Out of all the options she’d come up with involving getting smacked with training spears or forced to take off and put back on the leathers for hours again, running had definitely not been what she thought her day would consist of.

“Running?” She asked cautiously, trying to gloss over the mistake in the armour.

“Did I mumble, Apprentice?” Blonc’s tone was not one she’d heard him use before, she’d heard him angry, happy, annoyed, and even drunk, but this wasn’t any of those. He’d taken on an air of command, a bearing that made it clear he thought, correctly so given the circumstances, that he was in charge.

Kori was taken aback by the shift from the Elder, her reply coming out as more of a squeak than she had intended. “Uhh… no?”

“Then fix that armour and get moving. Ten laps, around the far pillar and back around the one here.” He ordered.

Kori gawked at the far pillar, it was at least two hundred meters away, maybe as far as three hundred, and he’d just told her to run it ten times.

His scowl just deepened as the youngling hesitated. “Now, Apprentice.” His tone making it clear that this wasn’t up for conversation.

Somewhere in all of this, Plk had apparently slipped away. Kori hadn’t noticed when he’d gone, just that when she’d looked to where he had been for support, she found that she was by herself.

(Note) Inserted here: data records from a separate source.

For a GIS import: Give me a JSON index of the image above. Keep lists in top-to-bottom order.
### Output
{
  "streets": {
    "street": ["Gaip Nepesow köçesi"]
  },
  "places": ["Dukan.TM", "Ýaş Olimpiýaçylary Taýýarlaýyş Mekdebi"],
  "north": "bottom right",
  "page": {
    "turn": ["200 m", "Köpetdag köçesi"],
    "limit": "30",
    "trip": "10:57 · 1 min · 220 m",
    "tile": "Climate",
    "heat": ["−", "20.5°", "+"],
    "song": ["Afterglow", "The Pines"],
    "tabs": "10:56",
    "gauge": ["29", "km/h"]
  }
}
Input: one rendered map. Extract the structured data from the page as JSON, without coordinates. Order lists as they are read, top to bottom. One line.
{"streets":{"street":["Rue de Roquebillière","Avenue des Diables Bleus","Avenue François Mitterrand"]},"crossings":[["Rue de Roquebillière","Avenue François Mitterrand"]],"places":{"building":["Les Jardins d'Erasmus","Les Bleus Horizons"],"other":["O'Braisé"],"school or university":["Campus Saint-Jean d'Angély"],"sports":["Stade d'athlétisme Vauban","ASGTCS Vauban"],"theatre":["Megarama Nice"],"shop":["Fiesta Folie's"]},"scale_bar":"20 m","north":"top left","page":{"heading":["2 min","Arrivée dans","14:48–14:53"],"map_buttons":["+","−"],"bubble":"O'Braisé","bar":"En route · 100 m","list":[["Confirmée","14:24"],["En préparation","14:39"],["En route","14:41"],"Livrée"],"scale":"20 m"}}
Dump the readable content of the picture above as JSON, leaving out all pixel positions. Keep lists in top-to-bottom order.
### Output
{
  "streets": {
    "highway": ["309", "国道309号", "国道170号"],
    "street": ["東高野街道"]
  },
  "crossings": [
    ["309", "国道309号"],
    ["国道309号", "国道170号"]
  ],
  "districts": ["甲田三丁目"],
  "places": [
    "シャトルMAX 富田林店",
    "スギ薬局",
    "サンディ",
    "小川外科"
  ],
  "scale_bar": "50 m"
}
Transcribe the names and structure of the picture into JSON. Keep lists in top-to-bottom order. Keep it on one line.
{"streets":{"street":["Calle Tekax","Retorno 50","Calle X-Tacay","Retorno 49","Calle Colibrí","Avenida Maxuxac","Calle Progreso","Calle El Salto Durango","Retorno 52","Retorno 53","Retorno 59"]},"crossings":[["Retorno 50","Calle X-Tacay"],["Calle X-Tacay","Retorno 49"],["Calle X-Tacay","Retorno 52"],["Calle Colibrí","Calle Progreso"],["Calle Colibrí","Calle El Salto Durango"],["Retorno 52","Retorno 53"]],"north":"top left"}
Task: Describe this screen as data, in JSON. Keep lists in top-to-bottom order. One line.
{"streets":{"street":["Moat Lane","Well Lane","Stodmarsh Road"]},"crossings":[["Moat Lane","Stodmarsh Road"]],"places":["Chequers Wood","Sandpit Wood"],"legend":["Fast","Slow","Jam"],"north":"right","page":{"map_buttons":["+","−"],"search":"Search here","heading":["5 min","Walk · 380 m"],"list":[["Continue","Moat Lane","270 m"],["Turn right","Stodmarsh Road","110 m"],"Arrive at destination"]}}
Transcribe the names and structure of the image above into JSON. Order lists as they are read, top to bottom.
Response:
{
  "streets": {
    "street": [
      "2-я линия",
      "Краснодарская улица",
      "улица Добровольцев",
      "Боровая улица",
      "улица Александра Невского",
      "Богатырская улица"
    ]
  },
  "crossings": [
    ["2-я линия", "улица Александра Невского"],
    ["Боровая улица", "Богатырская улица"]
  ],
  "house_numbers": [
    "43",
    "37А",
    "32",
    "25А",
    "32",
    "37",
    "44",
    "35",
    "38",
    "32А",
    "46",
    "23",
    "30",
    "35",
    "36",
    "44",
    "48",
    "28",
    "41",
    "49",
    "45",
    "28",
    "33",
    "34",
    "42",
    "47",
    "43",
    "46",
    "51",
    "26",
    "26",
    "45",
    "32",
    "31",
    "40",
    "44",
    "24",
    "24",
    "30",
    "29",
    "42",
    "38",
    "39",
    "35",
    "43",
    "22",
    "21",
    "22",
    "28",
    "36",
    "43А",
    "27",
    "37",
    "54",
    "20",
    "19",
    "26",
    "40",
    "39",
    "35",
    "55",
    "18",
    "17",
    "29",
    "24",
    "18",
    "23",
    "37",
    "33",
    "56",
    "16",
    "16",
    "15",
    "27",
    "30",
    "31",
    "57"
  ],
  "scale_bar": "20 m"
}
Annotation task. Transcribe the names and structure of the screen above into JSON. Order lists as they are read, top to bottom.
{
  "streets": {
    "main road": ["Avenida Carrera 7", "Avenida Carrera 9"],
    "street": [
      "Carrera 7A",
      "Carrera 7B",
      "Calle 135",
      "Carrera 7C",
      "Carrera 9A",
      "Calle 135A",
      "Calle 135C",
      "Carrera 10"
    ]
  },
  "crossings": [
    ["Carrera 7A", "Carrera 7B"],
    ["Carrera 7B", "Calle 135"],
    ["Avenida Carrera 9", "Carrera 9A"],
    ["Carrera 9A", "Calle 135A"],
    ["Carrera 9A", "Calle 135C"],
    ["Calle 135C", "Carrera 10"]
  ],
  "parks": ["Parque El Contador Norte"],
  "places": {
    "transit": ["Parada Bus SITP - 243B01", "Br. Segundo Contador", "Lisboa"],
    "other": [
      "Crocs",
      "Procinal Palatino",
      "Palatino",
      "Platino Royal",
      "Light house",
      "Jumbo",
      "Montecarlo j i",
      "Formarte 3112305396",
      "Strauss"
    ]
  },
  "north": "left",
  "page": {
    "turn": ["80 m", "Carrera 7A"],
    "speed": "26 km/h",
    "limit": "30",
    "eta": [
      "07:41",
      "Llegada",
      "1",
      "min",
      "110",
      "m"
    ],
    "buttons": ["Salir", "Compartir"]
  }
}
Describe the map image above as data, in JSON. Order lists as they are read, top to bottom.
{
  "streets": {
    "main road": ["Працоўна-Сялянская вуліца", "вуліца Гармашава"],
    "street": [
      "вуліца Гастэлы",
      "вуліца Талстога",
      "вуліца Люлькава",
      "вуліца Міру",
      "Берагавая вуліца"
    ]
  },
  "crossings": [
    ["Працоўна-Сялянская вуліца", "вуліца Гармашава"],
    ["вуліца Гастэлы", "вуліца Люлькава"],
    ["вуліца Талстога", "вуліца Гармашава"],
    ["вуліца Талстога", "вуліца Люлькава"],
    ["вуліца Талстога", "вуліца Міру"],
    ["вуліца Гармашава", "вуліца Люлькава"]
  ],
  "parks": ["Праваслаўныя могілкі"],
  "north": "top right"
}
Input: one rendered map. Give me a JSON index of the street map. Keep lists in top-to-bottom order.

She quickly adjusted the offending strap, noting that, as Blonc had determined with just a glance, the way she’d had it the edge of the buckle would have rubbed against her scales.

Once she had the issue corrected, she took off in the direction that he’d instructed, only to be surprised when Blonc himself began running alongside her. Though to call the barely brisk walk he was maintaining to keep pace a run would be a bit of an exaggeration.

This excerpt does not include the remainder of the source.